Bloodshot Records Turns Twenty!

It’s the day after the office Christmas party and yet Bloodshot Records founder Rob Miller gamely agreed to have a chat.

“Our party’s been at the same Mexican restaurant for the past 19 years and I have an incredible superstition that if the bar tab is not bigger than the food tab then we’ve had a bad year.”

Admitting that the Bloodshot offices in Chicago that afternoon are not “a buzzing little hive,” but resemble something more akin to a “slothful, shambling kind of thing,” Miller roused himself long enough to discuss Bloodshot’s 20th anniversary and While No One Was Looking, Toasting 20 Years of Bloodshot Records, the two disc (three LP) tribute record where bands not on the label cover tunes from the label’s growing catalog of over 200 records.

“You might be able to break me down easier today, you might get some deep dark Ryan Adams secrets out of me,” Miller says with a wink in his voice.

Many years ago, twenty in fact, I began writing about this scrappy shytown label that was focusing on the Chicago end of what was then being called, “insurgent country.” Miller, Nan Warshaw, and Eric Babcock (now departed) founded a label to document that scene, that’s now turned twenty despite our disbelief about what that says about our…ahem, respective ages.

“I must have been a precocious nine year old when I started this label,” Miller says laughing. “At that time, we had put a name and a face to something that was happening in different pockets around the country. Then it kind of coalesced around Chicago. But it need not be in one place anymore. Today, there’s no more ground zero. Now it’s just part of the landscape.”

Unlike most anniversary compilations which tend to be greatest hits collections, which can be a boring rehash of what you’ve already bought once, While No One Was Looking hits some high notes for a covers record. Not surprisingly the best material makes for the best covers, like Ryan Adams “Come Pick Me Up,”, which comes from the best-selling Bloodshot record to date, Adams’ Heartbreaker and is here covered by Superchunk. As is usually the case with projects like this, the tracks on While No One Was Looking were recorded in different places and then mastered and sequenced by Miller and what he called, “a guy we’ve been working with for 15 years,” whose actual name is Collin Jordan and he works at a studio called The Boiler Room.

“A lot of people were like are you gonna reissue a bunch of stuff? Do split 7”? But I’m not inclined to look back or do a lot of retrospective kinds of things that didn’t interest any of us.

“The staff here who are all extremely energetic, much younger, super music geeks started to reach out to people and it mushroomed on us really quickly.

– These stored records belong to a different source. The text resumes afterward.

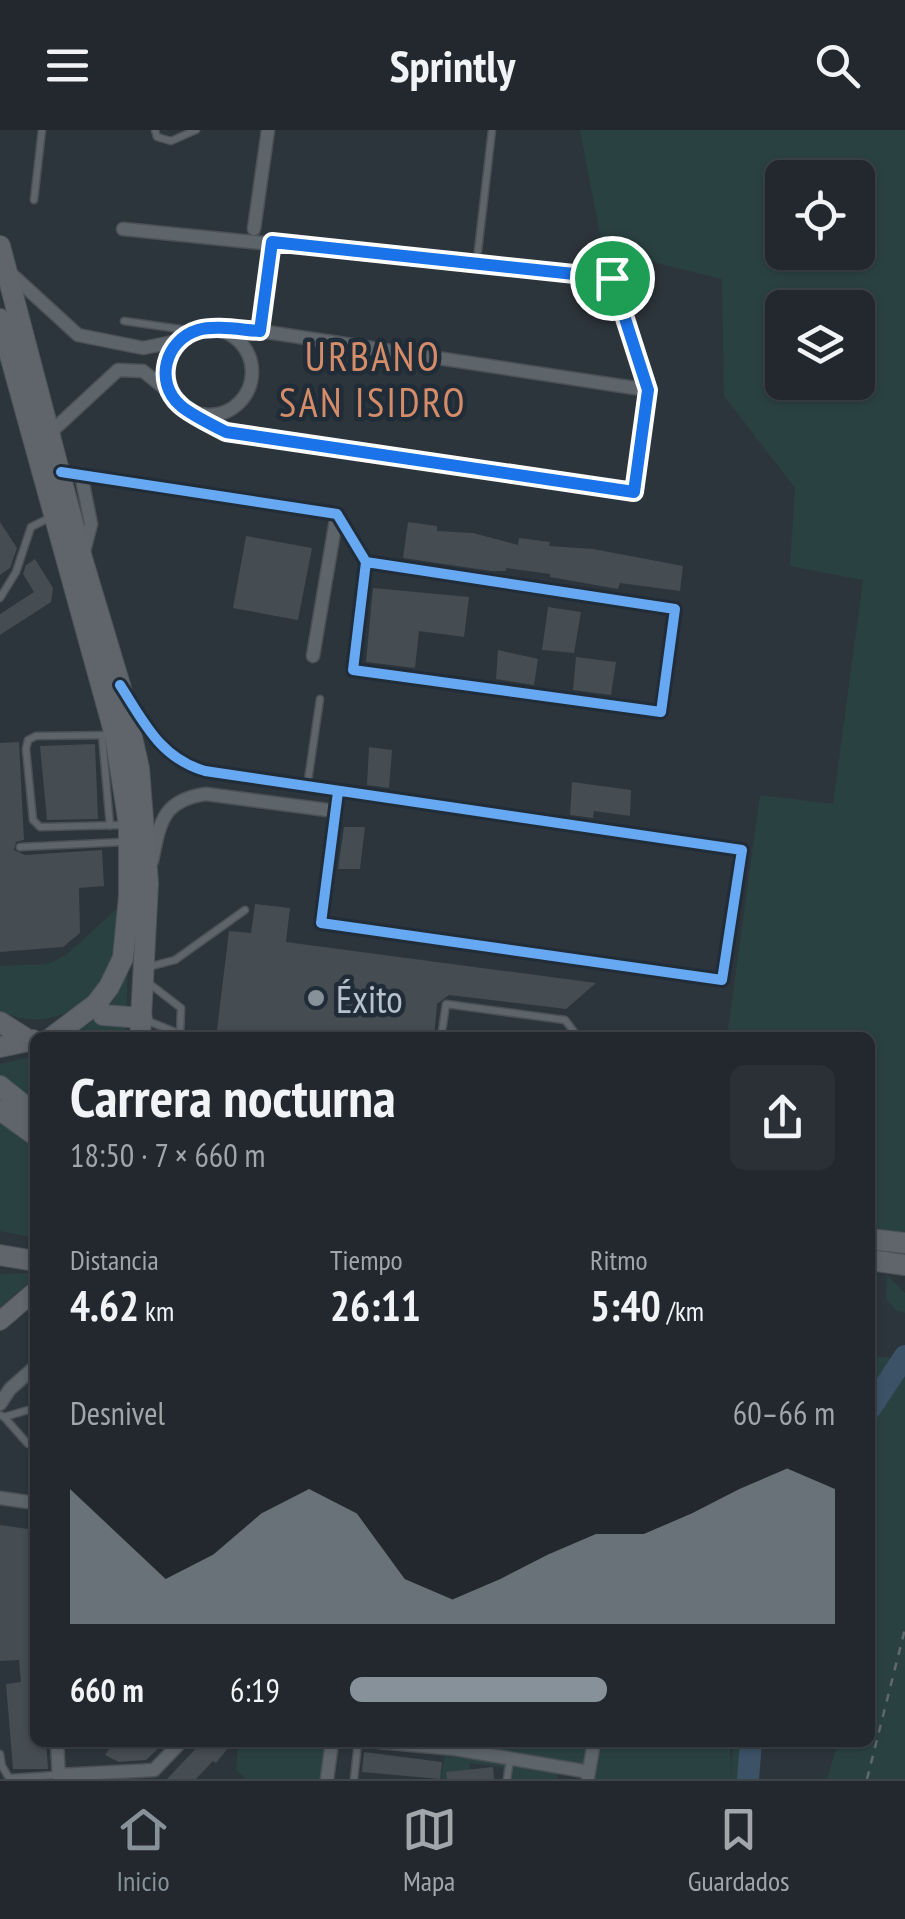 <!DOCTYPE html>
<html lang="es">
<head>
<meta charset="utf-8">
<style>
	:root { --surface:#22282d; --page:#2a3035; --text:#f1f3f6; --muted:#a2a6aa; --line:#3f4449; --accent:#87919a }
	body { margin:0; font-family:"PT Sans Narrow",sans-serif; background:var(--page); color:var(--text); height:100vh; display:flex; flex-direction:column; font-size:38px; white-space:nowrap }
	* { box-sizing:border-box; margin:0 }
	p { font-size:32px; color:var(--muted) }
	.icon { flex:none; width:55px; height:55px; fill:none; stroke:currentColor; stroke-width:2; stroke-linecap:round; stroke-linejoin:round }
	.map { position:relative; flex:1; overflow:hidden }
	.panel { position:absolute; left:30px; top:902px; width:845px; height:715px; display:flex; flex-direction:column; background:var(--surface); border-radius:15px; box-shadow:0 2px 8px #0004,0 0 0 2px var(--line) }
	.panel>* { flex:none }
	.tools { position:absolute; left:765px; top:30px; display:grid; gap:20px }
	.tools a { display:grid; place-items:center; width:110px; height:110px; border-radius:15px; background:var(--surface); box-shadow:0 2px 8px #0004,0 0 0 2px var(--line); font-size:50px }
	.pin { position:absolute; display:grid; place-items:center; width:85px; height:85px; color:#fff; margin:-42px; border:5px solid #fff; border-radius:50%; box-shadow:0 2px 10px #0007 }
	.round { display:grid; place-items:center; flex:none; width:105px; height:105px; border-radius:15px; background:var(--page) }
	.summary { display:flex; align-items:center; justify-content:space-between; height:170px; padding:0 40px }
	h1 { font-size:55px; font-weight:700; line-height:75px }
	.figures { display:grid; grid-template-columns:repeat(3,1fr); gap:15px; height:170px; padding:10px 40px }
	.figures div { display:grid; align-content:center }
	.figures b { font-size:42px; font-weight:700 }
	.figures small { font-size:28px; font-weight:400 }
	.figures p { font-size:28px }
	.chart { height:280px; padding:20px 40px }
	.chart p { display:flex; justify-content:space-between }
	.chart svg { width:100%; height:180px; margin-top:10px; fill:var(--accent); opacity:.7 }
	ul { padding:0 40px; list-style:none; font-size:32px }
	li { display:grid; grid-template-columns:160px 120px 1fr; align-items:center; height:75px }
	li i { height:25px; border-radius:12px; background:var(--accent) }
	header { display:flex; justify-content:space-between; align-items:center; height:130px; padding:0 40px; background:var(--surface); font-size:45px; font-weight:700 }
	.dock { display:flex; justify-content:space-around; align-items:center; height:140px; border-top:2px solid var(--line); background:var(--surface); font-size:28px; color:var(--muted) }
	.dock a { display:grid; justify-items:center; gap:5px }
	.dock .on { color:var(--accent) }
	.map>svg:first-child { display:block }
	.green { fill:#2a4142; fill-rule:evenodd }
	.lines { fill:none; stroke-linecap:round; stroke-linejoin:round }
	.river { stroke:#3c5266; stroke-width:22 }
	.building { fill:#454c52 }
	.lane-casing { stroke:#4b5156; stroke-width:9 }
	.street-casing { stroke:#4b5156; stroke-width:15 }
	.secondary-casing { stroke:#4b5156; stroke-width:20 }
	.primary-casing { stroke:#4b5259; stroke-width:22 }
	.path { stroke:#60676d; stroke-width:2.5; stroke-dasharray:8 8; stroke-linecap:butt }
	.lane { stroke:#5d646a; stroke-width:6 }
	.street { stroke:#5d646a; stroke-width:12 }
	.secondary { stroke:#62676e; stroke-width:18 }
	.primary { stroke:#5f656b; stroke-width:20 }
	.cycleway-casing { stroke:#202c37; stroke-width:16 }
	.cycleway { stroke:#66a8f1; stroke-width:10 }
	.route-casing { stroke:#fff; stroke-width:20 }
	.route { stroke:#1a73e8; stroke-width:12 }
	.poi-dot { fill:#87919a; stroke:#202c37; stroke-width:4 }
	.labels { text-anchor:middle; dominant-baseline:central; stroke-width:9; stroke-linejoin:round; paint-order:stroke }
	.poi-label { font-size:38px; fill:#b8c2cc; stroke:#202c37; text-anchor:start }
	.neighbourhood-label { font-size:40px; letter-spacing:2.5px; fill:#d58c69; stroke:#202c37 }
</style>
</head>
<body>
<header><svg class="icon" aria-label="menu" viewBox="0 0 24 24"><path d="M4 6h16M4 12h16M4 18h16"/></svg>Sprintly<svg class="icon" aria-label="search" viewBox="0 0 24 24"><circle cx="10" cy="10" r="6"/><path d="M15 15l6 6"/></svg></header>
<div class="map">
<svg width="905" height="1649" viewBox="0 0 905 1649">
	<rect width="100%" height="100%" fill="#2d353c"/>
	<!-- green -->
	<path class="green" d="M580,0H905V1108L870,1105V908L727,907L760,665L833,674L863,450L790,436L795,358L724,266L722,149L603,120ZM782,48H858V122H782ZM782,178H858V252H782Z
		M119,777C119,790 120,804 118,816C117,823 112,831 108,837C87,880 47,903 0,881V836L48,834L66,825Z
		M128,828L126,907H104L80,899C111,883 124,862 128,828Z
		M35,926V1108L0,1101V934Z
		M35,1143V1147L0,1177V1144Z
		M887,1145L905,1163V1183L897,1181L886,1169Z
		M871,1226L905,1229V1649H827L838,1613L870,1612Z
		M238,1613H327L320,1649H246L236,1640Z
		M422,1613H589L586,1635Z
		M601,1613H730L731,1645L733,1613H741L737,1649H594Z
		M445,1626L558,1640L557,1649H504L502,1637L469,1633L470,1639L462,1649H440Z"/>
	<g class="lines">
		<!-- river -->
		<path class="river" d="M870,1279L905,1226
			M748,1649L751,1612"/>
	</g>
	<!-- building -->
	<path class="building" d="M0,392L17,418L10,438L0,445Z
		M408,392L437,396V401L473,403L518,415L519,408L550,412L549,416L593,419L683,436L680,461L620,453L618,459L550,447V444L506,438V441H491L403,428Z
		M246,406L312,418L298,490L233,478Z
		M35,429L53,458L51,472L0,505V484L34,462L23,444L26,435Z
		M373,458L469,467L464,507L419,501L415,538L366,532Z
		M548,477L581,482L574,523L542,520Z
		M498,520L538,529L534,555L496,549Z
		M576,527L616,532L611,565L573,560Z
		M19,612L24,710L16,712L14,720L25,725L102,720L104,756L79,758L80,803L63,817L0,822V613Z
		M95,614L98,689L47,690L40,616Z
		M369,617L392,620L389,658L367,655Z
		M572,652L631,660L630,686L594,681L593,688L570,685Z
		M344,697H365L360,739H338Z
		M255,774L290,778L286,812L596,853L566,879L449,865L437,874L434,908H216L229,801L251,803Z
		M0,1395L35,1400V1612H46L48,1639H13L6,1554L21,1552L19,1530L0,1531Z
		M114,1612H165L146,1630L119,1632L105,1625Z
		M202,1612H233L216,1633L213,1631L196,1649H167Z
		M364,1622L442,1632L440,1649L362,1642Z
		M493,1637L494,1649H447L446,1642Z"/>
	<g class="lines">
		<!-- lane casing -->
		<g class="lane-casing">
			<path id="lane" d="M155,0L157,7L171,11L196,0
				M34,70L42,0
				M478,121L492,0
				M124,191L194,201
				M0,468L16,442L31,397L49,388
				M102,605L110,696
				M112,605L36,606L28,610L26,619L33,690L40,697L123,695
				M307,657L320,569
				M20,717L123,712
				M148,837L175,830L245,780
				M146,851L181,878L180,908
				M143,889L180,904
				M441,908L446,874L565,890L579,908
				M0,1285L4,1287L35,1278
				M4,1287L28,1314
				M0,1624L2,1636L9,1648L56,1645
				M354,1649L358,1612
				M507,1649L510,1630"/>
		</g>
		<!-- street casing -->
		<g class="street-casing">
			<path id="street" d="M123,99L611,148L648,260L635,362L227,302L200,285
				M254,99L268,0
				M8,141L78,205L143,218L178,211
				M166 242a43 43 0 1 1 86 0a43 43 0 1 1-86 0Z
				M219,200L260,201L648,260
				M260,201L272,112
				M50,303L118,240L143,241L168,261
				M61,342L337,384L366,432L353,540L661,582L675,479L366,432
				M81,344L91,394L83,425
				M313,526L337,384
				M129,570C150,603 165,629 205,641L742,720L722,850L321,793L338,662
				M152,731C160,693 162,670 206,664L335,681
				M0,1274L10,1259L35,1237
				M0,1368L35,1373
				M57,1612L59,1649
				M379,1612L455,1619L589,1642
				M59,1645L154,1640L181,1612
				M588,1647L594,1612
				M327,1649L332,1612"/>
		</g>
		<!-- secondary casing -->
		<g class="secondary-casing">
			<path id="secondary" d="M0,1191L35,1161"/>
		</g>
		<!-- primary casing -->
		<g class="primary-casing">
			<path id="primary" d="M0,116L82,428L120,555L139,638L148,753L140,908
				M0,189L115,605L129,695V766L123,828L109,857L96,874L51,908
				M96,874L103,885L142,888
				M0,892L30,911
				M0,917L33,910
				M0,956L35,984
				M0,980L35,1005
				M870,1109L905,1113
				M0,1125L35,1131
				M870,1130L905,1135"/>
		</g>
		<!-- path -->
		<path class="path" d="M867,1649L905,1499"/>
		<!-- lane -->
		<use href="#lane" class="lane"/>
		<!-- street -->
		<use href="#street" class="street"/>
		<!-- secondary -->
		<use href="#secondary" class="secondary"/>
		<!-- primary -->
		<use href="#primary" class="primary"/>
		<!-- cycleway casing -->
		<g class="cycleway-casing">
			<path id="cycleway" d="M61,342L337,384L366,432L353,540L661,582L675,479L366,432
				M120,555C144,592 160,628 205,641L742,720L722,850L321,793L338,662"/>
		</g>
		<!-- cycleway -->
		<use href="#cycleway" class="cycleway"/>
	</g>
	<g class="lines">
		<!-- route casing -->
		<g class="route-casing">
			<path id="route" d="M272,112L612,148L648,260L634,362L226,302C216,297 187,282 180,275C154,252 165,210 198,200C215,195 242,200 260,201Z"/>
		</g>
		<!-- route -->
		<use href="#route" class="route"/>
	</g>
	<!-- markers -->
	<circle class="poi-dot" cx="316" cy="868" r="10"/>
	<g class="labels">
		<!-- poi labels -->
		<g class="poi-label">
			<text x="336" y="868">Éxito</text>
		</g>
		<!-- neighbourhood labels -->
		<g class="neighbourhood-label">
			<text x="373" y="226">URBANO<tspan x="373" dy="46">SAN ISIDRO</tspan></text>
		</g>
	</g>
</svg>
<div class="tools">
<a><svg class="icon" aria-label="locate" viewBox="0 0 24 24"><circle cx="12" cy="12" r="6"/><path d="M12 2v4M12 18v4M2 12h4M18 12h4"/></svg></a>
<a><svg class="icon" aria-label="layers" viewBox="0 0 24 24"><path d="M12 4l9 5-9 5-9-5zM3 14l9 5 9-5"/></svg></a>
</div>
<div class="pin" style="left:612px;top:148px;background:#1e9e55"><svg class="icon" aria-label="arrive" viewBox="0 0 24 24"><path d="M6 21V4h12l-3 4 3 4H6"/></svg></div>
<section class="panel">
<div class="summary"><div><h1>Carrera nocturna</h1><p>18:50 · 7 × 660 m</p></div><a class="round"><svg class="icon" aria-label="share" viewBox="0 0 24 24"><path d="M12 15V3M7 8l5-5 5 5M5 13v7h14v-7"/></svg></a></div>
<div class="figures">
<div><p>Distancia</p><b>4.62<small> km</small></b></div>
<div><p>Tiempo</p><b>26:11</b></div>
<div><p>Ritmo</p><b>5:40<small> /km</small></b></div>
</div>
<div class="chart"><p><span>Desnivel</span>60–66 m</p>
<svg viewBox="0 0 160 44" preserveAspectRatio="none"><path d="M0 44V11L10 22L20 33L30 27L40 17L50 11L60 17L70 33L80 38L90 33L100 27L110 22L120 22L130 17L140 11L150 6L160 11V44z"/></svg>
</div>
<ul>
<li><b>660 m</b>6:19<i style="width:53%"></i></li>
</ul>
</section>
</div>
<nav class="dock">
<a class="on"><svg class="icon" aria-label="home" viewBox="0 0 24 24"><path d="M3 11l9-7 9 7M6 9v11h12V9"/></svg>Inicio</a>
<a><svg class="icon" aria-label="map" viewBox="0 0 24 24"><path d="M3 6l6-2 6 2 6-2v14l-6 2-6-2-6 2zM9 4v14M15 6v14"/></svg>Mapa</a>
<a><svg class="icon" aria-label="saved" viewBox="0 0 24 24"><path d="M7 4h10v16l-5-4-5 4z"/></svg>Guardados</a>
</nav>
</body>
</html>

All of a sudden we had dozens and dozens of people who wanted to get involved and it ballooned into a triple LP. The speed and breath of responses was really surprising, and weird and humbling.

“Quite frankly, I hadn’t heard of a lot of the people on this thing until I was in the studio mastering and sequencing it. To hear the way these people who exist in all different corners of the sonic spectrum were reacting to and covering material from our catalog, it remains a fascinating document.”

As is true with Sub Pop Records, another hallowed indie label that’s had to adapt to changing times, Bloodshot has expanded its musical horizons to survive, now signing more than just insurgent country bands.

“Early on there was this expectation for us to continue to put out the same like Old 97’s record over and over and over again. All of a sudden there were rules. And self-appointed arbiters of authenticity deciding what belongs in this alternative country canon. `Oh that Neko Case record you’re putting out doesn’t sound like a Bloodshot record.’ That's the same kind of horseshit that bored me back when I was a teenager in the punk rock scene and all of a sudden, it was like `Oh that’s not punk rock!’ Or `Why are you listening to Jimmy Cliff?’ ”

“We’ve changed not just to survive, but to keep ourselves interested. Lasting this long we’ve been able to more accurately reflect what goes on in our own record collections a little better. What we’ve put out all makes sense to me but I live in a world where my Misfits records are next to my Peggy Lee records are next to my Hank Williams records are next to my Howlin’ Wolf records.”

But are there boundaries to what Bloodshot will now sign to the label?

“Yeah. No Steely Dan covers. That’s a pretty hard and fast rule. No, everyone we deal with works in some way in traditional American music forms. Then they bring their own sensibilities and experiences and technical proficiency or lack thereof to it. It’s by definition stuff that exists between genres. We started off pretty specifically country but have moved into some R&B and some soul and bluegrass, more traditional things like that. It’s about people filtering. Like Lydia Loveless just last year discovered Robbie Fulks and she’s like `How have I never heard this guy?’ and I’m like `Because you’re 24.’ But that becomes something that’s informing her music. Or somebody like Jon Langford coming from Wales and trying to play ham-fisted punk rock versions of Johnny Cash songs, and he comes up with something completely new.”

Acknowledging that the return of vinyl LPs “nourishes his soul,” and has helped get buyers back into record stores, Miller remains wary of taking the plunge into vinyl for Bloodshot’s new releases. He’s not sold on high resolution downloads either. At the moment all Bloodshot downloads are MP3s.

“Vinyl is more expensive to make, more expensive to ship, has more that can go wrong and has more production hassles. And a box of unsold LPs is far more humiliating to look at in the warehouse than a box of CDs.”

"All the people who are sitting back and going `Ahh vinyl, that’s the solution!’ are the same people who five, or six years ago were sitting back saying `Ahh, ringtones, that’s the solution.’

“And it’s also `I want high rez files. I want colored vinyl. I want everything to be specially packaged.’ At some point that’s unsustainable. All of that is tangential to the real issue which is continuing to find artists and music that resonates with people.”

Congrats Nan and Rob. On to 20 more!